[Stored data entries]
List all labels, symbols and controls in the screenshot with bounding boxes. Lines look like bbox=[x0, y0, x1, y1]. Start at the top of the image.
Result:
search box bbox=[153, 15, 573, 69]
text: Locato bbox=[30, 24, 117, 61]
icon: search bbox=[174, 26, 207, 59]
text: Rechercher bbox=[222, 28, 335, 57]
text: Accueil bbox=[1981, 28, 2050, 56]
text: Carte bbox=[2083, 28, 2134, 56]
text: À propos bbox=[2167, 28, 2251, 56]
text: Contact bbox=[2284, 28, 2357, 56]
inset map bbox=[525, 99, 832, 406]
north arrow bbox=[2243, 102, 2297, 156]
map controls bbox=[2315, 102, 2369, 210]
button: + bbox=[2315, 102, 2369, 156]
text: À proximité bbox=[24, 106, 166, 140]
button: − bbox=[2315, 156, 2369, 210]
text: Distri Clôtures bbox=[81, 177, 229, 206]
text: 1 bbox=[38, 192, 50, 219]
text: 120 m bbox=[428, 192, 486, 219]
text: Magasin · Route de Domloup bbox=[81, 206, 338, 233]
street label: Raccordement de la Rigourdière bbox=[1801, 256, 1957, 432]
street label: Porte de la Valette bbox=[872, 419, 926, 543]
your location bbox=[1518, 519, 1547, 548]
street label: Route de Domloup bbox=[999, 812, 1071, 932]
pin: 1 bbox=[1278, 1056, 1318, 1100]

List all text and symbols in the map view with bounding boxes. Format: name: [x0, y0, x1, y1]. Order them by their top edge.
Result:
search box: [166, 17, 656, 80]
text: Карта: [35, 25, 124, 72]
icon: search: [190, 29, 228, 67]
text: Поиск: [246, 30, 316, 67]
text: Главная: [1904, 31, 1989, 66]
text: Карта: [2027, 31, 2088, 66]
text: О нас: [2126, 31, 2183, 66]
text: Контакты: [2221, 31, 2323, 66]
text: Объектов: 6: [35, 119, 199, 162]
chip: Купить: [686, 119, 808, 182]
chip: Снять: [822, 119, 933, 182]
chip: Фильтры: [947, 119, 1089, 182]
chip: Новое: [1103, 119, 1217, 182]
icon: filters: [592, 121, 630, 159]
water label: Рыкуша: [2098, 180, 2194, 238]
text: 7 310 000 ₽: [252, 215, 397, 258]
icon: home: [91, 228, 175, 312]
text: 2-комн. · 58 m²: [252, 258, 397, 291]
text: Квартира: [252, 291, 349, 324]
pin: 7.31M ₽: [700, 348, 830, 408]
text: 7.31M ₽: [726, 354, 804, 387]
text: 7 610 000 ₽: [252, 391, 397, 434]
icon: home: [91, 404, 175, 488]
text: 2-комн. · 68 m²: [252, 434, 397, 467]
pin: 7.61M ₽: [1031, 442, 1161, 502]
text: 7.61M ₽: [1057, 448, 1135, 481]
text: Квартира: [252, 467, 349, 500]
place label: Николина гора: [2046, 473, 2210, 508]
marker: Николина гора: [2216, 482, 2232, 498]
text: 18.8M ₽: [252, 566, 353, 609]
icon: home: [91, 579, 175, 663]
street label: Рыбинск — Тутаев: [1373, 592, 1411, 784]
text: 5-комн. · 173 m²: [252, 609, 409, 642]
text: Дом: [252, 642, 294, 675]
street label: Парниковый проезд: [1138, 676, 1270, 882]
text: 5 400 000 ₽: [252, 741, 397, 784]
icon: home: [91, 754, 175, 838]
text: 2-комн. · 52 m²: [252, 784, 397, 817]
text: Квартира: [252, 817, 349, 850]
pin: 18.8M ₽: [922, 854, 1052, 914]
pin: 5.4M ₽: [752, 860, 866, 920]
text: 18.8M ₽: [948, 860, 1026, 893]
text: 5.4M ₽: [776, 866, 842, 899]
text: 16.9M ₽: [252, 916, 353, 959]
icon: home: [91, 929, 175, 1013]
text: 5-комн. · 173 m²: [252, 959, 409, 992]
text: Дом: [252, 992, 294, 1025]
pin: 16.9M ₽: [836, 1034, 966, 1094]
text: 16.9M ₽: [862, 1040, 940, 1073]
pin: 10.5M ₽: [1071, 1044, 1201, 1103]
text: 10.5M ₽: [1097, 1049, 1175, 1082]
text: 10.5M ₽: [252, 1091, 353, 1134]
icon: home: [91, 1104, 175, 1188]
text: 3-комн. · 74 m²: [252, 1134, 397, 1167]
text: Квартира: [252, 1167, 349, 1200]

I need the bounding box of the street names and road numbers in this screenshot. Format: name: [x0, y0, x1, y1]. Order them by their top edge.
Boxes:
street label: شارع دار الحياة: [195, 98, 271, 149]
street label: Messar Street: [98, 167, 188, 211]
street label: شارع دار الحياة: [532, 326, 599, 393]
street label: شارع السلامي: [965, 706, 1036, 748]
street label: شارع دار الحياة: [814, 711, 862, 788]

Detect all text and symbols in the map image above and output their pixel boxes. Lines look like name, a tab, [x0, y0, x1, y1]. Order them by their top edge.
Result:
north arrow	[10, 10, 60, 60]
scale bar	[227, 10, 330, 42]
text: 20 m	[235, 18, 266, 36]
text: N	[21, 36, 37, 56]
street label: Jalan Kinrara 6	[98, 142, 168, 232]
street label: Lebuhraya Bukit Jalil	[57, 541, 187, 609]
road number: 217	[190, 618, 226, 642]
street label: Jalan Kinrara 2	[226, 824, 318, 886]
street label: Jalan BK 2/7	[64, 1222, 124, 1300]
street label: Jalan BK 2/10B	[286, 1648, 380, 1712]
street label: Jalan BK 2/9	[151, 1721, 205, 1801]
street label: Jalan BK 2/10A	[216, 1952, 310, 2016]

* _Task directions_
All the entries above should come back exactly as they are written.

* _Written solution_
List all labels, symbols and controls in the screenshot with bounding boxes. Lines look like bbox=[x0, y0, x1, y1]. Start at the top of the image.
Result:
search box bbox=[153, 15, 573, 69]
text: Locato bbox=[30, 24, 117, 61]
icon: search bbox=[174, 26, 207, 59]
text: Rechercher bbox=[222, 28, 335, 57]
text: Accueil bbox=[1981, 28, 2050, 56]
text: Carte bbox=[2083, 28, 2134, 56]
text: À propos bbox=[2167, 28, 2251, 56]
text: Contact bbox=[2284, 28, 2357, 56]
inset map bbox=[525, 99, 832, 406]
north arrow bbox=[2243, 102, 2297, 156]
map controls bbox=[2315, 102, 2369, 210]
button: + bbox=[2315, 102, 2369, 156]
text: À proximité bbox=[24, 106, 166, 140]
button: − bbox=[2315, 156, 2369, 210]
text: Distri Clôtures bbox=[81, 177, 229, 206]
text: 1 bbox=[38, 192, 50, 219]
text: 120 m bbox=[428, 192, 486, 219]
text: Magasin · Route de Domloup bbox=[81, 206, 338, 233]
street label: Raccordement de la Rigourdière bbox=[1801, 256, 1957, 432]
street label: Porte de la Valette bbox=[872, 419, 926, 543]
your location bbox=[1518, 519, 1547, 548]
street label: Route de Domloup bbox=[999, 812, 1071, 932]
pin: 1 bbox=[1278, 1056, 1318, 1100]

List all text and symbols in the map view with bounding boxes. Format: name: [x0, y0, x1, y1]. Order them by their top edge.
Result:
search box: [166, 17, 656, 80]
text: Карта: [35, 25, 124, 72]
icon: search: [190, 29, 228, 67]
text: Поиск: [246, 30, 316, 67]
text: Главная: [1904, 31, 1989, 66]
text: Карта: [2027, 31, 2088, 66]
text: О нас: [2126, 31, 2183, 66]
text: Контакты: [2221, 31, 2323, 66]
text: Объектов: 6: [35, 119, 199, 162]
chip: Купить: [686, 119, 808, 182]
chip: Снять: [822, 119, 933, 182]
chip: Фильтры: [947, 119, 1089, 182]
chip: Новое: [1103, 119, 1217, 182]
icon: filters: [592, 121, 630, 159]
water label: Рыкуша: [2098, 180, 2194, 238]
text: 7 310 000 ₽: [252, 215, 397, 258]
icon: home: [91, 228, 175, 312]
text: 2-комн. · 58 m²: [252, 258, 397, 291]
text: Квартира: [252, 291, 349, 324]
pin: 7.31M ₽: [700, 348, 830, 408]
text: 7.31M ₽: [726, 354, 804, 387]
text: 7 610 000 ₽: [252, 391, 397, 434]
icon: home: [91, 404, 175, 488]
text: 2-комн. · 68 m²: [252, 434, 397, 467]
pin: 7.61M ₽: [1031, 442, 1161, 502]
text: 7.61M ₽: [1057, 448, 1135, 481]
text: Квартира: [252, 467, 349, 500]
place label: Николина гора: [2046, 473, 2210, 508]
marker: Николина гора: [2216, 482, 2232, 498]
text: 18.8M ₽: [252, 566, 353, 609]
icon: home: [91, 579, 175, 663]
street label: Рыбинск — Тутаев: [1373, 592, 1411, 784]
text: 5-комн. · 173 m²: [252, 609, 409, 642]
text: Дом: [252, 642, 294, 675]
street label: Парниковый проезд: [1138, 676, 1270, 882]
text: 5 400 000 ₽: [252, 741, 397, 784]
icon: home: [91, 754, 175, 838]
text: 2-комн. · 52 m²: [252, 784, 397, 817]
text: Квартира: [252, 817, 349, 850]
pin: 18.8M ₽: [922, 854, 1052, 914]
pin: 5.4M ₽: [752, 860, 866, 920]
text: 18.8M ₽: [948, 860, 1026, 893]
text: 5.4M ₽: [776, 866, 842, 899]
text: 16.9M ₽: [252, 916, 353, 959]
icon: home: [91, 929, 175, 1013]
text: 5-комн. · 173 m²: [252, 959, 409, 992]
text: Дом: [252, 992, 294, 1025]
pin: 16.9M ₽: [836, 1034, 966, 1094]
text: 16.9M ₽: [862, 1040, 940, 1073]
pin: 10.5M ₽: [1071, 1044, 1201, 1103]
text: 10.5M ₽: [1097, 1049, 1175, 1082]
text: 10.5M ₽: [252, 1091, 353, 1134]
icon: home: [91, 1104, 175, 1188]
text: 3-комн. · 74 m²: [252, 1134, 397, 1167]
text: Квартира: [252, 1167, 349, 1200]

I need the bounding box of the street names and road numbers in this screenshot. Format: name: [x0, y0, x1, y1]. Order them by their top edge.
Boxes:
street label: شارع دار الحياة: [195, 98, 271, 149]
street label: Messar Street: [98, 167, 188, 211]
street label: شارع دار الحياة: [532, 326, 599, 393]
street label: شارع السلامي: [965, 706, 1036, 748]
street label: شارع دار الحياة: [814, 711, 862, 788]

Detect all text and symbols in the map image above and output their pixel boxes. Lines look like name, a tab, [x0, y0, x1, y1]. Order them by their top edge.
Result:
north arrow	[10, 10, 60, 60]
scale bar	[227, 10, 330, 42]
text: 20 m	[235, 18, 266, 36]
text: N	[21, 36, 37, 56]
street label: Jalan Kinrara 6	[98, 142, 168, 232]
street label: Lebuhraya Bukit Jalil	[57, 541, 187, 609]
road number: 217	[190, 618, 226, 642]
street label: Jalan Kinrara 2	[226, 824, 318, 886]
street label: Jalan BK 2/7	[64, 1222, 124, 1300]
street label: Jalan BK 2/10B	[286, 1648, 380, 1712]
street label: Jalan BK 2/9	[151, 1721, 205, 1801]
street label: Jalan BK 2/10A	[216, 1952, 310, 2016]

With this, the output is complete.